This commitment to the simple dacha lifestyle and hostility to the social vanities was shared by prominent members of the first generation of the Russian intelligentsia. It is ironic, given Karolina Pavlova’s disapproval of the Petrovskii Park haute bourgeoisie in her Double Life, that Ivan Panaev, when he visited Pavlova and her husband at Sokolovo (a little more than fifteen miles outside Moscow, in the Petersburg direction) in the early 1850s, criticized their dacha on rather similar grounds: for its “artificiality” and “dandified primness.”74 For several years in the 1850s Panaev wrote regular articles in the socially engaged journal Sovremennik (The Contemporary), where he offered a survey of Petersburg society and its recreations, and this venue afforded him ample opportunity to pass further scornful comment on the bourgeois dacha public.75

But Panaev and his fellow representatives of the intelligentsia had their own “authentic” dacha model, one that was created in the 1840s as Russian intellectual life became increasingly metropolitan.76 In 1845, for example, the historian T.N. Granovskii, the translator N. Kh. Ketcher, and Aleksandr Herzen moved with their families to the village of Sokolovo, where Pavlova spent her summers a little later:

The village belonged to the landowner Divov, who retained the large mansion there for himself for any trips he might take to his family estate but leased to tenants the two wings of the mansion and a cottage behind it plus a magnificent linden and birch grove that ran from the house down a hill to the river.
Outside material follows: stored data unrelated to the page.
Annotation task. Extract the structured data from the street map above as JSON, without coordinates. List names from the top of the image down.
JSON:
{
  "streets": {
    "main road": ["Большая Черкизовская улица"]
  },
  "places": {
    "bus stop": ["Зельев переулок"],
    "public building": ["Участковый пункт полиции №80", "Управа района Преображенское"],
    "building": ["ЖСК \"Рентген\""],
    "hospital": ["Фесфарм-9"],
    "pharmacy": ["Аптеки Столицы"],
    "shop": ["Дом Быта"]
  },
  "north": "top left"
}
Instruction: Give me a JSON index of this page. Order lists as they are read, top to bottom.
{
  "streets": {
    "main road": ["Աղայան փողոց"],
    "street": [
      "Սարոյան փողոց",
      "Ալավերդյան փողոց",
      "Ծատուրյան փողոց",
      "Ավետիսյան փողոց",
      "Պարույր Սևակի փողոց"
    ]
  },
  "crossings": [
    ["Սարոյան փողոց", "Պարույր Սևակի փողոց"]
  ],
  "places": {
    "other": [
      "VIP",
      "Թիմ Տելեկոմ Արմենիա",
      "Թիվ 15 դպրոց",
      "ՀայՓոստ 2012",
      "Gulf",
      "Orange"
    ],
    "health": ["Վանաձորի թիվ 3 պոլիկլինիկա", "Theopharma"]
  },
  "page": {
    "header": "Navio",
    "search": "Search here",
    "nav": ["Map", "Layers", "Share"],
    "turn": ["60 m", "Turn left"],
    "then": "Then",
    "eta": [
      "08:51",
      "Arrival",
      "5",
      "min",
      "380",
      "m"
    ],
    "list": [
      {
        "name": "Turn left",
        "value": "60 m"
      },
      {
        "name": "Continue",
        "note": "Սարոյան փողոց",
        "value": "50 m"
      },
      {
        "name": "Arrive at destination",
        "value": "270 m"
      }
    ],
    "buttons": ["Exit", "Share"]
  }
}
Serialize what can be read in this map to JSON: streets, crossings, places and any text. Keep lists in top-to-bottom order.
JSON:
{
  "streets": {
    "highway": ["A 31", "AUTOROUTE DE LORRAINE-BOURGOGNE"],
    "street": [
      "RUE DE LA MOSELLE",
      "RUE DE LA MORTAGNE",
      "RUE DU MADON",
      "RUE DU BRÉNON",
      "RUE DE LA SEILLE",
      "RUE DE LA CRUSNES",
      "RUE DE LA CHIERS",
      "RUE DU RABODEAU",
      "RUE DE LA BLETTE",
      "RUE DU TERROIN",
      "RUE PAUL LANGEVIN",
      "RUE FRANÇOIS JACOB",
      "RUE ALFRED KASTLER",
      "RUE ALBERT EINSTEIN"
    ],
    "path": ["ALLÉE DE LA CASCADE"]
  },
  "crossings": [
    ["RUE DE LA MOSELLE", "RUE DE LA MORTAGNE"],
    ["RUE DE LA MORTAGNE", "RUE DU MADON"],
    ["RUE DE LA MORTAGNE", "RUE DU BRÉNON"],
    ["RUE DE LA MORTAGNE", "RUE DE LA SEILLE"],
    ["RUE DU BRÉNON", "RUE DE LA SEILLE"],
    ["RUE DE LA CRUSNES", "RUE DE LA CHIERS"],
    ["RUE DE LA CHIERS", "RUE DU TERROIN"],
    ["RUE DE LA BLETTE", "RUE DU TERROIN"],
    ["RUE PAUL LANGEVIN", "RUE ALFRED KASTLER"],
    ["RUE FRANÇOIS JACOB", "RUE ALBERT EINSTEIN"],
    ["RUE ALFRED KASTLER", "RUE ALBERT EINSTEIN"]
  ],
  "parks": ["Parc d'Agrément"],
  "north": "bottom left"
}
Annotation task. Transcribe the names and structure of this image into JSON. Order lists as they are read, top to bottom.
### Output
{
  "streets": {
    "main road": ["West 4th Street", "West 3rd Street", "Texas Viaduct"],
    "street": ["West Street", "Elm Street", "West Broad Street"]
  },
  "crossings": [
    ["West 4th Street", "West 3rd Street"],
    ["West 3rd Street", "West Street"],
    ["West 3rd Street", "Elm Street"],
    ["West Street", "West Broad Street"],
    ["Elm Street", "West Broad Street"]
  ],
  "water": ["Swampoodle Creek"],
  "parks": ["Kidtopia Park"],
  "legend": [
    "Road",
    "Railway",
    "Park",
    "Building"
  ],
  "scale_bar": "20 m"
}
On the other side of the river and hill, in keeping with the common character of Russian landscapes, a solid line of peasant huts was strung out. The Herzen and Granovsky families occupied the wings and Ketcher the rear cottage.77

Herzen also mentioned this summer at Sokolovo in his memoirs, My Past and Thoughts. With his characteristic ironic detachment, he observed the peculiarities of the landscape on the two sides of the park: “On one side our Great Russian sea of wheat unfurled itself, on the other opened out a spacious view into the distance, and for this reason the owner did not pass up the opportunity to call the pavilion placed there ‘Belle-vue.’ ”78 Herzen commented further that the aristocrats of the eighteenth century, “for all their failings,” had at least had a certain “breadth of taste,” their own sense of style.

This last comment reveals that in the eyes of a sophisticated member of the literary intelligentsia in the 1840s, the culture of the country estate had lost its cultural vitality: at best, it was a living monument to an enlightened earlier generation of the aristocracy, at worst a reminder of enduring social ills. Even if they rented their summer houses on “traditional” country estates, members of Moscow intellectual circles were at pains to distinguish their values and pattern of life from those of their landlords.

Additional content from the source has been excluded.